Author and Editorialist: Sahil Tiwari
Tester (C++): Abhishek Jugdar
Tester (Python): Aman Singhal

DIFFICULTY:

EASY-MEDIUM

PREREQUISITES:

Dynamic Programming , Combinatorics

PROBLEM:

Given an array A of size N, where elements are either unique or 0, find the number of ways to generate an array B such that if A_i \neq 0 then B_i = A_i and if A_i = 0 then B_i \neq i. Also B should contain all numbers from 1 to N.

EXPLANATION:

The question is basically a derangement problem. For any given array A, there are two types of undecided players:

  1. Player who’s mannequin is selected by some other player hence this player can select any of the available mannequins.
  2. Player who’s mannequins are still not selected and this player can select any mannequin except 1.

Let the number of type 1 players be i and the number of players of type 2 be j.
Answer to this parameter be dp[i][j].
Base Case:
dp[i][0] = factorial(i)
dp[0][j] = derangement(j)

Lets find ways such that j players find mannequins.

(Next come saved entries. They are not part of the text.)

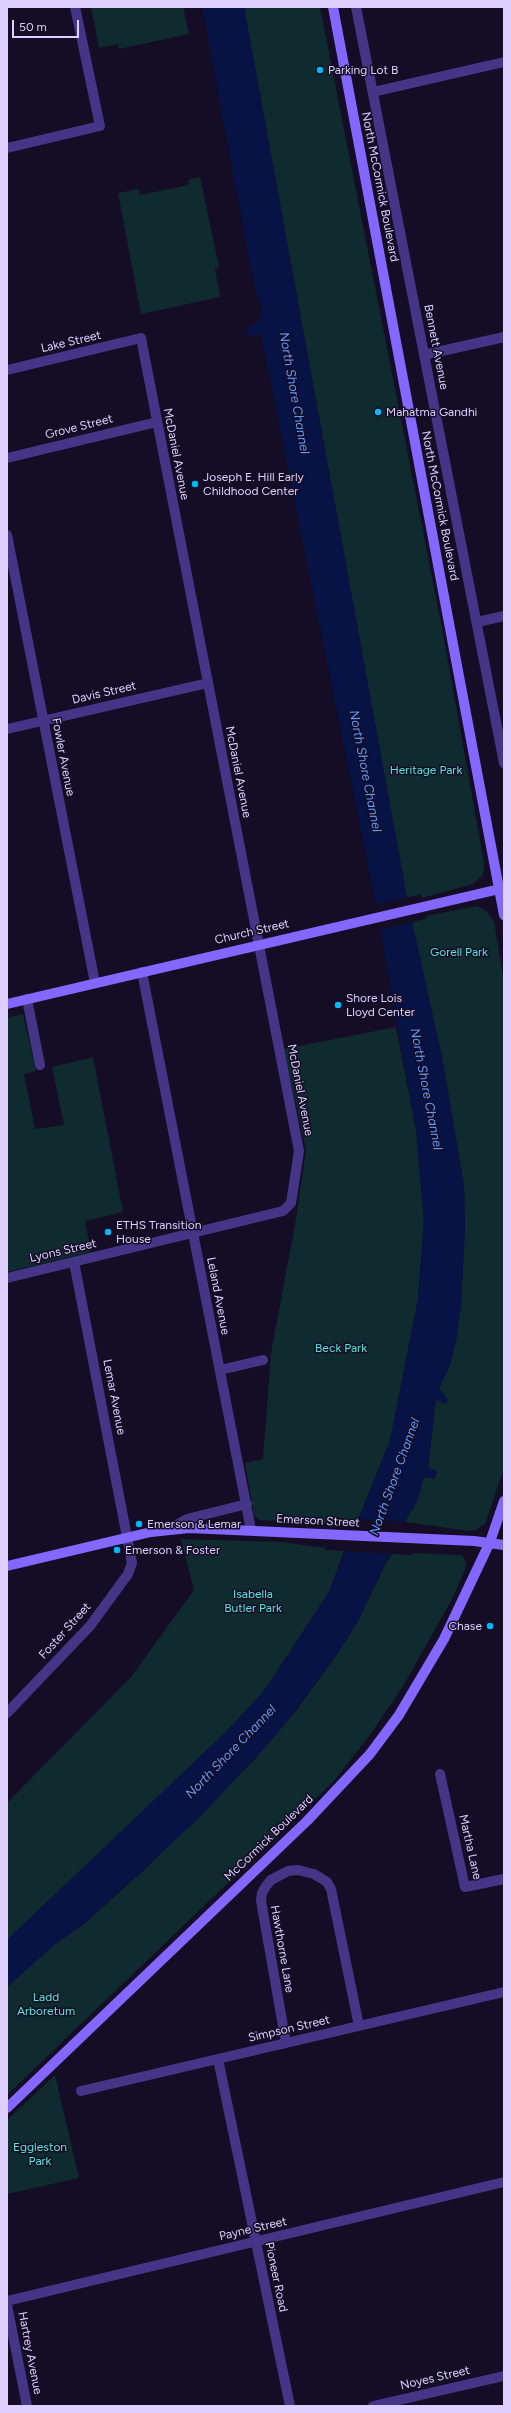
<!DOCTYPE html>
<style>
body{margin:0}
#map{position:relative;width:511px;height:2413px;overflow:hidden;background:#150d25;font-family:Figtree,sans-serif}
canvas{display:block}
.frame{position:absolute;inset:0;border:8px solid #ddd0ff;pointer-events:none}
.scale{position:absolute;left:12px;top:20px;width:67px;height:18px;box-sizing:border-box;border:2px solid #ddd0ff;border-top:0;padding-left:5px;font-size:12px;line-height:14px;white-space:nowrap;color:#ddd0ff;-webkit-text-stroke:3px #150d25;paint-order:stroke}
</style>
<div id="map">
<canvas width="511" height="2413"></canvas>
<div class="frame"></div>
<div class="scale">50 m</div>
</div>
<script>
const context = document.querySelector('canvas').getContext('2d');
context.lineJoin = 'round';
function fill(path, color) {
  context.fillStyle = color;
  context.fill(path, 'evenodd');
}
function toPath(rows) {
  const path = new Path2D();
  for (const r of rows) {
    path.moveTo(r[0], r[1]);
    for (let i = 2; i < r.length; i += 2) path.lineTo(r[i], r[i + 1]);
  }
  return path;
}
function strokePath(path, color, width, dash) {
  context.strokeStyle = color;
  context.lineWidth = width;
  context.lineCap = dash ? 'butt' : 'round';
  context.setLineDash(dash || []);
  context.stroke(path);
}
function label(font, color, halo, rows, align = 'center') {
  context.font = font + ' Figtree,sans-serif';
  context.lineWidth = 3;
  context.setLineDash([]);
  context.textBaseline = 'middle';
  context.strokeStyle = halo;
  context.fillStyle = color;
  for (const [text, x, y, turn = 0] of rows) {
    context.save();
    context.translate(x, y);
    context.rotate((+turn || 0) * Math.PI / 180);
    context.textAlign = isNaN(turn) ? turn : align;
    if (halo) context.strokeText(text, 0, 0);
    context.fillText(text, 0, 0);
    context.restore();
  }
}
fill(toPath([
 [91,7,183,7,189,34,119,49,118,44,99,48],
 [244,7,320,7,442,628,484,863,483,875,473,884,422,898,421,894,407,898],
 [200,177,219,267,215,268,220,297,141,314,118,193,139,189,140,195,189,185,188,180],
 [477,906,486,911,494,921,504,982,504,1468,485,1524,476,1530,469,1531,405,1522,417,1499,424,1477,435,1479,437,1471,428,1467,436,1399,445,1404,439,1388,450,1365,461,1306,465,1227,464,1186,442,1057,411,922,426,919,426,916],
 [23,1014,36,1071,24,1074,35,1129,64,1125,52,1067,93,1057,123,1212,85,1221,91,1252,7,1272,7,1018],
 [396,1027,416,1130,424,1221,418,1299,390,1441,358,1520,339,1518,336,1524,259,1520,254,1515,245,1463,263,1459,271,1353,295,1225,306,1150,284,1049],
 [181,1539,281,1542,326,1548,325,1550,344,1551,329,1592,264,1691,227,1731,7,1940,7,1803,131,1677,194,1590],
 [413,1553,462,1555,466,1563,465,1570,452,1599,402,1688,367,1739,333,1782,7,2095,7,1987,55,1944,85,1923,144,1870,255,1759,298,1708,337,1654,358,1621,387,1561,392,1554,412,1555],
 [55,2075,79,2178,7,2194,7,2120]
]), '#0f2b2f');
fill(toPath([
 [202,7,244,7,407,898,442,1057,464,1186,465,1227,461,1306,456,1342,450,1365,439,1388,448,1400,446,1404,436,1399,428,1467,437,1471,435,1479,424,1477,417,1502,414,1505,415,1509,410,1511,392,1554,386,1561,358,1621,337,1654,277,1734,200,1817,85,1923,55,1944,7,1987,7,1940,227,1731,264,1691,329,1592,390,1441,418,1299,424,1221,416,1130,376,905,261,334,248,337,247,332,246,328,253,326,262,315,262,310,254,285]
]), '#061344');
fill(toPath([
 [409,897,413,922,378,930,374,905],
 [356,1519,407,1522,394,1554,342,1551]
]), '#150d25');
strokePath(toPath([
 [356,7,504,763],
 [373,92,504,62],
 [7,148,100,126,75,7],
 [424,355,504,337],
 [7,370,141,338,299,1151,291,1203,283,1211,7,1278],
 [7,458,157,422],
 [7,535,95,983],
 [477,622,504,616],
 [7,729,208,683],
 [142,972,251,1530],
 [27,999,40,1065],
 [220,1370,263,1360],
 [169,1529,187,1519,247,1504],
 [7,1713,90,1626,128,1574,132,1563,74,1262],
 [440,1774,465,1887,504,1879],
 [286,2043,261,1901,262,1893,266,1886,271,1880,288,1871,298,1870,314,1874,327,1882,331,1889,359,2026],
 [218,2059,290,2406],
 [81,2091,504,1992],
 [7,2301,504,2182],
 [7,2305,27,2406],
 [373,2406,504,2376]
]), '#453587', 10);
strokePath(toPath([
 [333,7,504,915],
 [7,1004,504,888],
 [7,1566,151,1532,189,1528,474,1541,504,1545],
 [7,2108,307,1821,370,1754,399,1715,444,1639,490,1542,504,1501]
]), '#8467ff', 10);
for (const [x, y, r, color] of [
 [320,70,4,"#00b9fb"],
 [378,412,4,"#00b9fb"],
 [195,484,4,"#00b9fb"],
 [338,1005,4,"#00b9fb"],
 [108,1232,4,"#00b9fb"],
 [139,1524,4,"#00b9fb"],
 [117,1550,4,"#00b9fb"],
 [490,1626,4,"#00b9fb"]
]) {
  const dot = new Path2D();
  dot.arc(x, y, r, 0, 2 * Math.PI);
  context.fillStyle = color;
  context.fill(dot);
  strokePath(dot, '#150d25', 1.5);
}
label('12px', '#ddd0ff', '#150d25', [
 ["Parking Lot B",328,70],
 ["Mahatma Gandhi",386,412],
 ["Joseph E. Hill Early",203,477],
 ["Childhood Center",203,491],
 ["Shore Lois",346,998],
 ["Lloyd Center",346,1012],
 ["ETHS Transition",116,1225],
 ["House",116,1239],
 ["Emerson & Lemar",147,1524],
 ["Emerson & Foster",125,1550],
 ["Chase",482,1626,"right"]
], 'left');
label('12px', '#ddd0ff', '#150d25', [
 ["North McCormick Boulevard",380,187,79],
 ["Lake Street",71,342,-13],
 ["Bennett Avenue",436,347,79],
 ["Grove Street",79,427,-14],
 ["McDaniel Avenue",176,454,79],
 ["North McCormick Boulevard",440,506,79],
 ["Davis Street",104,693,-13],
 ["Fowler Avenue",63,757,79],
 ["McDaniel Avenue",238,772,79],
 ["Church Street",252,932,-13],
 ["McDaniel Avenue",300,1090,79],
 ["Lyons Street",63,1251,-13],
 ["Leland Avenue",218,1296,79],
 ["Lemar Avenue",114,1397,79],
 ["Emerson Street",318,1521,3],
 ["Foster Street",65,1631,-48],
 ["McCormick Boulevard",269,1838,-44],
 ["Martha Lane",470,1847,77],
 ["Hawthorne Lane",282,1949,80],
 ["Simpson Street",289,2029,-13],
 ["Payne Street",253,2229,-13],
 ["Pioneer Road",276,2277,78],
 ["Hartrey Avenue",30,2353,79],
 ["Noyes Street",435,2378,-13]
]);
label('12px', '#55e7db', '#150d25', [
 ["Heritage Park",426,770],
 ["Gorell Park",459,952],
 ["Beck Park",341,1348],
 ["Isabella",253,1594],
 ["Butler Park",253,1608],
 ["Ladd",46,1997],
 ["Arboretum",46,2011],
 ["Eggleston",40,2147],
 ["Park",40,2161]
]);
label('italic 13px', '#5e9aff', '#150d25', [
 ["North Shore Channel",294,393,80],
 ["North Shore Channel",365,771,79],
 ["North Shore Channel",426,1089,79],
 ["North Shore Channel",395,1477,-70],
 ["North Shore Channel",231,1752,-46]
]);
</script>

  1. The j^{th} player can select one of the j-1 players mannequins. Then i will increase by 1 since whoever amongst j-1 player’s mannequins was selected, becomes a type 1 player. Hence dp[i][j] = (j-1)*dp[i+1][j-2]
  2. The j^{th} player can select one of the i players mannequins. Hence dp[i][j] = i*dp[i][j-1]

We can precompute the answer for every pair of (i,j) and answer for every test case in linear time.

Time Complexity: O(max(N)^2 + \sum N )

ALTERNATE SOLUTION:

There exists an O(N) solution using the principle of Inclusion-Exclusion.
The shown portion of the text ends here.